Revenue growth for the December quarter in 2014 had been 8% and merchandise sales growth 12%, "boosted by the group’s acquisition of the Beares chain", CEO Johan Enslin told Business Day on Monday.

In November 2014, Lewis bought the Beares brand and 63 stores from Ellerine Holdings, the struggling subsidiary of the troubled African Bank Investments group.

It acquired a further 25 stores bearing the Beares and Ellerines brand in Botswana, 10 in Lesotho, 21 in Namibia and six in Swaziland that were absorbed into the group last month.

The newer purchases did not do much to offset losses from the affordability regulations that came into effect in September.

Mr Enslin said the new credit applications could not be started without three months’ pay advices or bank statements; hence the new regulations were not reflected in the company’s credit application decline rate.

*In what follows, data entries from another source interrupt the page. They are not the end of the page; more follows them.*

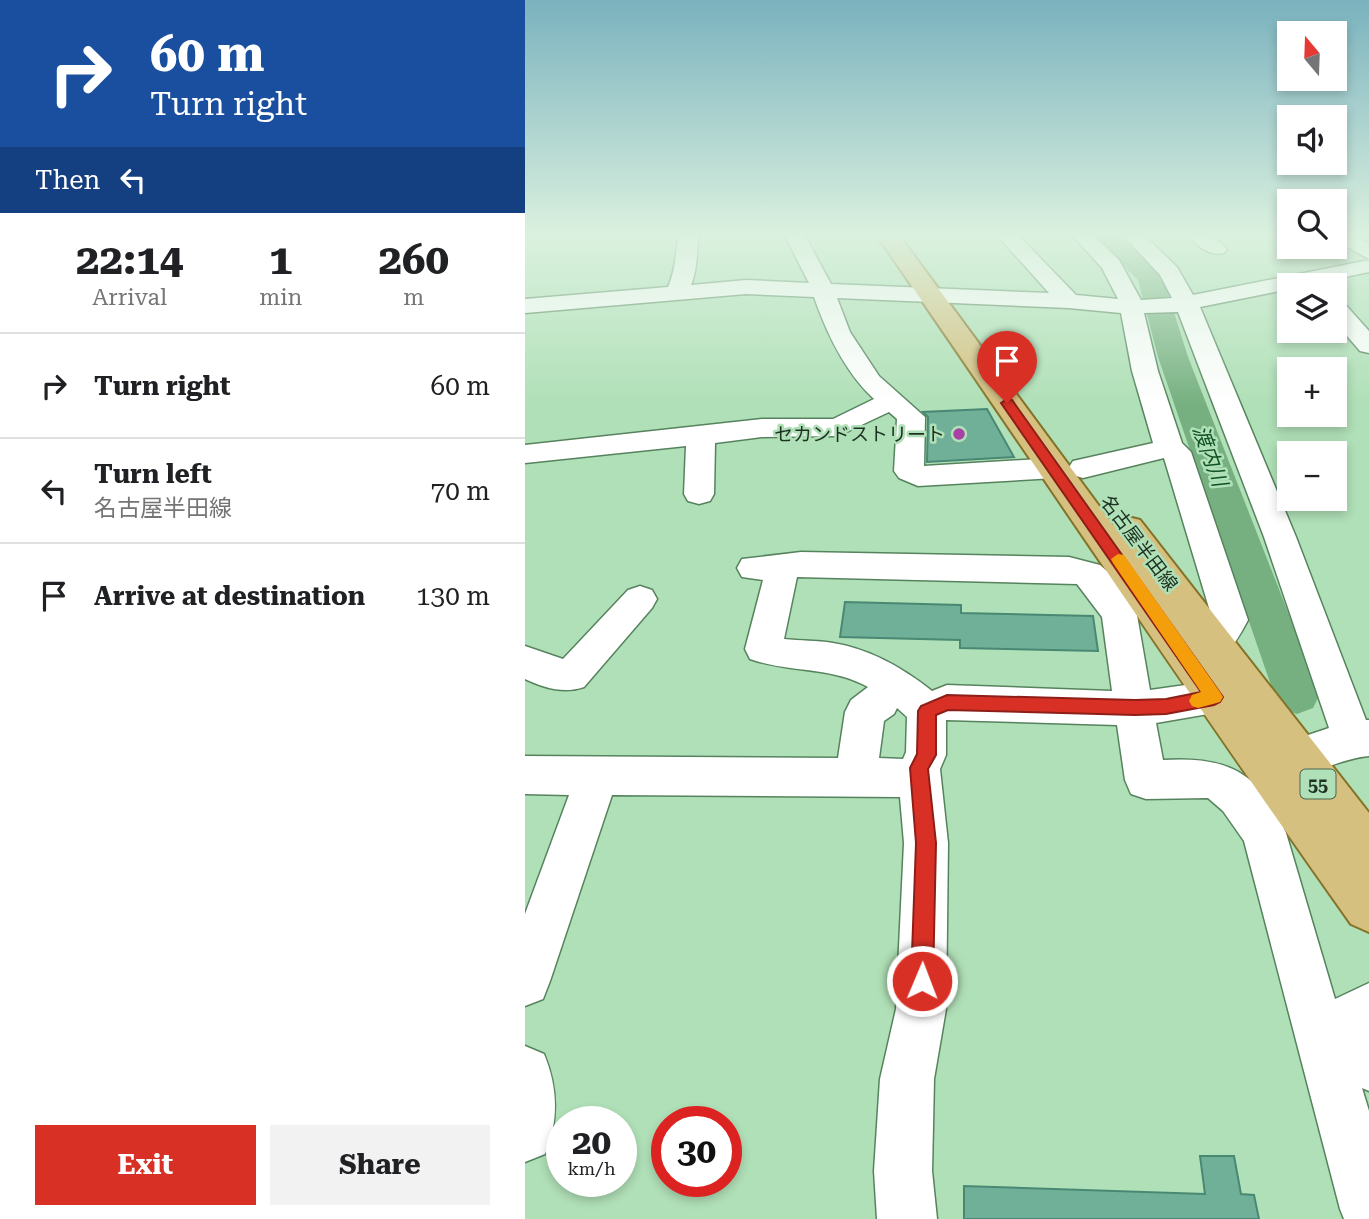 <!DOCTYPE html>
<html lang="en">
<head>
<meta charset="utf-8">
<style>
	body { margin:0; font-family:"Roboto Serif","Noto Sans JP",serif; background:#f2f2f2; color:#202124; height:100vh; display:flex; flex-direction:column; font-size:26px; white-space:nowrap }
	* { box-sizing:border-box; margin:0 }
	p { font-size:23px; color:#757577 }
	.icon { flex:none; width:38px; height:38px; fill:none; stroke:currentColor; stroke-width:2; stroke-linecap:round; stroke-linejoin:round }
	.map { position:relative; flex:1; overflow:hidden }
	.details { display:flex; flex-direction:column; background:#fff; width:525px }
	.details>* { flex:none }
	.banner { background:#1a4fa0; color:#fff; overflow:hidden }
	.needle { width:46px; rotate:341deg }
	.controls { position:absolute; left:752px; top:21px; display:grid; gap:14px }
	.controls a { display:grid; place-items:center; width:70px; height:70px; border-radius:0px; background:#fff; box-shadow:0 4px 10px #0003; font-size:35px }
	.speed { position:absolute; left:21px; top:1106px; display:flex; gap:14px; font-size:35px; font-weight:700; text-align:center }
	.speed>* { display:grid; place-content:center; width:91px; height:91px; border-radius:50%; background:#fff; box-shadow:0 4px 10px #0003; line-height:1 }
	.speed small { font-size:18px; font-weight:400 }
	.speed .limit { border:10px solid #d22; background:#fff; color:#111 }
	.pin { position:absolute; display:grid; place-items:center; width:60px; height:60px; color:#fff; margin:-72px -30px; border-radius:50% 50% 50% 0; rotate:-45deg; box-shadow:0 0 7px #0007 }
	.pin .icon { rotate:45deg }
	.me { position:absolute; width:77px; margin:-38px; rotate:1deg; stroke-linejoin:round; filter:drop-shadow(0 0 5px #0008) }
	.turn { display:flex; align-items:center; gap:24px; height:147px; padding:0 35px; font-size:32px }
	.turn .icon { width:91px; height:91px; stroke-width:2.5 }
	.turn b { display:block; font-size:49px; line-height:60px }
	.then { display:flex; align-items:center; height:66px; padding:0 35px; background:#0003; gap:14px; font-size:26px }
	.eta { display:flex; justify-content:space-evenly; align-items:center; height:119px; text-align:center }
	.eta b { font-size:42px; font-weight:700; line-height:49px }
	.action { display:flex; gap:14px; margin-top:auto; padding:14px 35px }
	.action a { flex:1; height:80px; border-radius:0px; background:#d93025; color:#fff; font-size:28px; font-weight:700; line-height:80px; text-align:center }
	.action a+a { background:#f2f2f2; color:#202124 }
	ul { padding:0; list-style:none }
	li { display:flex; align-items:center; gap:21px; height:105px; padding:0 35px; border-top:2px solid #e0e0e0 }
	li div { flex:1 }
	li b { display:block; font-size:26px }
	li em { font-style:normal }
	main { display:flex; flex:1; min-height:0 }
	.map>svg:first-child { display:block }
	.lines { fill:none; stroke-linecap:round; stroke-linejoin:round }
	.river { fill:#76b080; fill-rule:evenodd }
	.building { fill:#70b099; stroke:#498973; stroke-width:2 }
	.minor-casing { stroke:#56835e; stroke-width:3 }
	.major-casing { stroke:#837328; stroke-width:4 }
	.minor { fill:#fff; fill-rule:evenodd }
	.major { fill:#d6c080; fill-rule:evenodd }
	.route { fill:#d93025; stroke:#8d1f18; stroke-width:2 }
	.slow { fill:#f59e0b }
	.poi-dot { fill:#a841a4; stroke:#b0e0b7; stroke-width:2.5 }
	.labels { text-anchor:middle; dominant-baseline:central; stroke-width:5; stroke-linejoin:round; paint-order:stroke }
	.shield { fill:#b0e0b7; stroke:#4a664f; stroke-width:2 }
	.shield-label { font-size:18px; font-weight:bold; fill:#1e3122 }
	.poi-label { font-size:19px; fill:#1e3122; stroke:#b0e0b7; text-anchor:end }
	.street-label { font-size:19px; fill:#1e3122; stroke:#b0e0b7 }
	.water-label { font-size:21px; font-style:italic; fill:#125225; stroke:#b0e0b7 }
</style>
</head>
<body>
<main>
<section class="details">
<div class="banner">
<div class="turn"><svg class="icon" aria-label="right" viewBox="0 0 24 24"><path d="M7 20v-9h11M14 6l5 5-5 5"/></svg><div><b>60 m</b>Turn right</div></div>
<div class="then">Then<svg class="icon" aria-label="left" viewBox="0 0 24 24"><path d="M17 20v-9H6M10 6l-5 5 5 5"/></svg></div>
</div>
<div class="eta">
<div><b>22:14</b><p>Arrival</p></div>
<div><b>1</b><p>min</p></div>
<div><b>260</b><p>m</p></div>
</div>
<ul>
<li><svg class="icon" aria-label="right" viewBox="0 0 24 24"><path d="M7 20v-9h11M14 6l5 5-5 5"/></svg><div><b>Turn right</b></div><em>60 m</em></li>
<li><svg class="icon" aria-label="left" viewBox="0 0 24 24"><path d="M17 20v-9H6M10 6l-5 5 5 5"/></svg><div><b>Turn left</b><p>名古屋半田線</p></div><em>70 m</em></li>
<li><svg class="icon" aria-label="arrive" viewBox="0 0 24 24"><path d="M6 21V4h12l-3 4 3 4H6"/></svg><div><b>Arrive at destination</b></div><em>130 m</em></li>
</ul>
<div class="action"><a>Exit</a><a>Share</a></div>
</section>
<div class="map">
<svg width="844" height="1219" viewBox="0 0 844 1219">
	<rect width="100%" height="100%" fill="#b0e0b7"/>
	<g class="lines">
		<path class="river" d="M565,234h27l36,30 11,16 24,77 132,337 -7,14 -16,6 -16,-6 -7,-14 -116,-337 -20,-77z"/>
	</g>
	<path class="building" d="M462,409l27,48 -87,5 1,-45 -5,-5z
		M320,602l116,3v8l132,3 5,35 -138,-3v-8l-120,-3z
		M675,1156h34l7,38 13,1 5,24h-295v-33l241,8z"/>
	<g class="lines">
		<defs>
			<path id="minor" d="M154,234h20c-3,18 -1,35 -8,51l55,-5 63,3 -25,-49h20l27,50 218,9 -53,-59h21l59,61 42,4 -16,-31 -31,-34h21l27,26 22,40 31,-2 -12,-23 -38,-41h21l34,33 16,28 176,-35v12l-62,13h-17v4l-90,18 96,230 70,183h3v36c-29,2 -58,23 -85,13l-6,-13 6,-13 45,-15 -65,-191 -86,-225 -34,1 14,58 24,72 9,9 57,168c-12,22 -21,42 -48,33l-5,-10 17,-25 -48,-160 -81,20 -10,-3 -4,-6 -4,6 -10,3 -137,8 -19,-8 -5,-7 3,-52 -8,-7 -51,24 -76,1 -47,6 -1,51 -4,7 -11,3 -11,-3 -4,-7 2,-48 -161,17v-18l237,-26h71l41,-20c-29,-27 -47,-65 -60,-102l-68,-3 -221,19v-14l143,-12c8,-17 7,-34 11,-53zM312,298l232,10 52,5 11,58 21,72 -80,18 -4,6 -4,-6 -10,-3 -131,8 1,-49 -46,-41 -29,-44z
				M662,234h23l17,15 -3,4c-14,4 -28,-8 -37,-19z
				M810,234h18l16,10v15l-34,-19z
				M810,300l8,2 26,29v22l-9,-2 -25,-29z
				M276,552l268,5 31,8 8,7 23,33 6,10 13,75 64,-9 14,4 5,12 -5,12 -14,4 -58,10 7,37c64,-4 97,12 123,73l49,166 34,-16v108l-7,-3 7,23v108h-25l-4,-10 -96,-368 -21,-30 -15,-13 -62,1 -15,-5 -6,-14 -8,-55 -171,-5v35l-6,14 8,74 -2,166 -12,70 -2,92 5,48h-60l-3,-48 6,-92 16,-70 8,-166 -4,-46 -288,-2 -62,186 -7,18 -18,7v-92l44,-119 -44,-1v-38l313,2 7,-46 6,-12 17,-13c-37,-21 -79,-14 -118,-28l-5,-10 18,-69 -21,-3 -5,-9 5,-9zM272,577l280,7 25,33 10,74 -165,-6 -15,6c-29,-23 -62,-42 -99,-48 -16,-3 -33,-2 -49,-4zM372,708l10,9 -1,35 -3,7 -24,-1 5,-37 10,-7z
				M115,586l12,4 5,9 -5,9 -68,79c-20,7 -40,1 -59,-8v-33l38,13 65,-69z
				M0,1046l19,8c14,34 15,66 1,100l-20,8z"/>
			<path id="major" d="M351,234h22l215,291 3,-5 12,-3 12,3 229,293v119l-18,-8c-162,-228 -316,-460 -475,-690z"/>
		</defs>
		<use href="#minor" class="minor-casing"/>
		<use href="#major" class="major-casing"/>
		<use href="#minor" class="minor"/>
		<use href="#major" class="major"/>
	</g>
	<linearGradient id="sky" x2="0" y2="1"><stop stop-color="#7ab2be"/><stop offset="0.58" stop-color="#dbf1df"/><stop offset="1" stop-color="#dbf1df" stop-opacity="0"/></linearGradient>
	<rect width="844" height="405" fill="url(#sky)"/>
	<path class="route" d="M482,399l5,1 211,297 -3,5 -6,3 -48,9 -31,1 -187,-5 -12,5v40l-8,14 8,74 -3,138 -3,8 -8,4 -8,-4 -3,-8 5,-138 -6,-75 7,-14 1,-43 3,-5 26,-11 188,5 31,-1 35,-7 -200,-289z"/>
	<path class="slow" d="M593,554l6,1 96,137 3,5 -3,5 -22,6 -6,-2 -3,-5 3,-6 9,-3 -88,-129 -2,-4z"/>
	<circle class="poi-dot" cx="434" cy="434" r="7"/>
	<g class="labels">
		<rect class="shield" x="775.5" y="769.5" width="35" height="29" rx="5"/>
		<g class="shield-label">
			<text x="793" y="784">55</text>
		</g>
		<g class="poi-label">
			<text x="420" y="434">セカンドストリート</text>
		</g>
		<g class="street-label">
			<text transform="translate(614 543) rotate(53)">名古屋半田線</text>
		</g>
		<g class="water-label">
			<text transform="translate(685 456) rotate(70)">渡内川</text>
		</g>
	</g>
</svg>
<div class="controls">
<a><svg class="needle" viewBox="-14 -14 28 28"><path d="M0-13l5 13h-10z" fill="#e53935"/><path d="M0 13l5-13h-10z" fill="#757577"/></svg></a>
<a><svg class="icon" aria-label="sound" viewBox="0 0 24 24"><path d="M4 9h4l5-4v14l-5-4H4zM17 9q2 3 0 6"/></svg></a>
<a><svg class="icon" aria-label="search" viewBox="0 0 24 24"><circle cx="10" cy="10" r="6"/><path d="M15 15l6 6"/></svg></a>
<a><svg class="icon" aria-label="layers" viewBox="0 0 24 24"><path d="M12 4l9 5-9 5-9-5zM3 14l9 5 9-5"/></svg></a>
<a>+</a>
<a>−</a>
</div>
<div class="speed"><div>20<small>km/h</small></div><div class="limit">30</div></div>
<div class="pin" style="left:482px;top:403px;background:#d93025"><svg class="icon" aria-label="arrive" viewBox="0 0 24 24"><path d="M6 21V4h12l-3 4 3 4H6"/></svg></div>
<svg class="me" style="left:397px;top:981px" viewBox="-20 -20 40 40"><circle r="17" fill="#d93025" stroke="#fff" stroke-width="3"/><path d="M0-11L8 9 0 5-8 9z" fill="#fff"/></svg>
</div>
</main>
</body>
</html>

Lesiba Mashapa, company secretary at the National Credit Regulator, said this was expected to improve as consumers got to grips with the new rules.

"Some credit providers’ credit adverts also now specifically require consumers to bring proof of income when they come to apply for credit," he said. "Communication should not be a problem for credit providers.

"The credit providers should ensure that consumers provide proof of income and … accurate disclosure of their living expenses. Over time, consumers will know what is required when they apply for credit."

The National Credit Regulator has been running workshops for credit providers on the regulations since late last year.

Mr Enslin said the group was not exploring new sources of revenue, as it saw the regulations as a short-term adjustment.

"Lewis management believes that the new affordability assessment guidelines will impact the business in the short to medium term, and should improve as potential customers become aware of the requirement to provide bank statements or pay advices," Mr Enslin said.

Shoprite spokeswoman Sarita van Wyk said its furniture division was declining more credit applications than before as a result of the new regulations.

"We cannot provide any financial information at this time due to the company being in a closed period in anticipation of its interim results announcement in February," she said.

For Lewis, these challenges came along with weak demand from consumers, unemployment, drought, and the mining sector downturn, affecting sales during the full nine-month period to December.

It posted marginal improvements in revenue and merchandise sales for the nine-month period, rising 5.4% and 4.7%, respectively, compared with 4% and 3% last year.